In step S101, a first image feature obtained by extracting a first feature from a first image and a second image feature obtained by extracting a second feature from a second image are acquired, wherein the image type of the first image is different from that of the second image.

In step S102, feature selection weights respectively corresponding to the first image feature and the second image feature are determined based on the first image feature and the second image feature.

In step S103, feature fusion is performed on the first image feature and the second image feature based on the feature selection weights respectively corresponding to the first image feature and the second image feature, to obtain fused feature data.

In step S104, object detection processing is performed based on the fused feature data to obtain an object detection result.

According to the embodiment of the present disclosure, the first image feature of the first image and the second image feature of the second image are obtained by extracting features of the first image and the second image of different image types, respectively. Thereafter, feature selection weights corresponding to the first image feature and the second image feature, respectively, are determined by using the first image feature and the second image feature, so as to perform feature fusion processing on the first image feature and the second image feature, and perform object detection processing on the fused feature data obtained after fusion processing, thus obtaining an object detection result. When an image is processed, detection processing can be performed on the features of multiple dimensions in the fused feature data, so as to avoid the influence of external factors on the color features of the image when the image is processed only by the color features, thereby improving the accuracy of the detection result obtained after image processing.

Next, taking the driving scene as an example, the above steps S101 to S104 will be described in detail.
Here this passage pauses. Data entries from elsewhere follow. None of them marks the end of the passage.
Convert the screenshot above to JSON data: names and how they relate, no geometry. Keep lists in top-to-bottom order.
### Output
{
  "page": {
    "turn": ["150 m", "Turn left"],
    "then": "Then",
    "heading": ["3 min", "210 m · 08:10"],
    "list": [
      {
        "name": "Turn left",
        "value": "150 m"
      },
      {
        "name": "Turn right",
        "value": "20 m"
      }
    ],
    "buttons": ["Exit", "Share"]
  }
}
For step S101, first, the first image and the second image will be described. Here, the first image and the second image contain at least image information of different image types, respectively. The image information can be used to indicate the image features of the corresponding image types, and the image features of different image types are not exactly the same. The image types described here are different, which specifically indicates that the image information reflected by the two images is different. For example, an image expressed by the color space, such as a Red-Green-Blue (RGB) image, a Hue-Saturation-Value (HSV) image, a Luminance-U-Chrominance-V-Chrominance image, reflects image information including the color information of each pixel point. An image obtained by thermal imaging, such as s thermal infrared image obtained by a thermal imaging acquisition device, reflects image information including thermal infrared radiation information of each object in the image. An image that expresses the position information corresponding to point cloud data through coordinates and depth values, such as a depth image, reflects depth image information including the indicated position information of point cloud points in the three-dimensional space.

In one possible case, the first image and the second image are, for example, acquired raw images of different image types. For example, the first image includes an RGB video frame image acquired by a camera, and the second image includes a thermal infrared image acquired by a thermal imaging acquisition device. In this case, after image processing is performed on the first image and the second image, the fused feature data with image features expressed by color information and image features expressed by thermal infrared radiation information can be obtained. For another example, the first image includes an acquired RGB image, and the second image includes an acquired depth image. In this case, after image processing is performed on the first image and the second image, the fused feature data with image features expressed by color information and image features expressed by depth image information can be obtained.

That is, if the first image and the second image only contain the image information of one image type, the fused feature data obtained after image processing will correspondingly contain the image information of two image types, that is, the image features of two different image types are fused.

In another possible case, there may be at least one image in the first image and the second image, and the corresponding image features have fused the image features of two or more different image types. For example, the first image includes an acquired RGB image, and the second image includes a fused feature image that fuses image features expressed by thermal infrared radiation information and image features expressed by depth image information. In this case, after image processing of the first image and the second image, the fused feature data with three image features, that is, image features expressed by color information, image features expressed by thermal infrared radiation information, and image features expressed by depth image information can be obtained. That is, the fused feature data with more image features of different image types can be obtained compared with the image processing method using the acquired raw images of two different image types. Because the fused feature data may include image features of different image types, there are more features that can be used for detection when performing object detection processing, so that the accuracy of object detection processing can be further improved.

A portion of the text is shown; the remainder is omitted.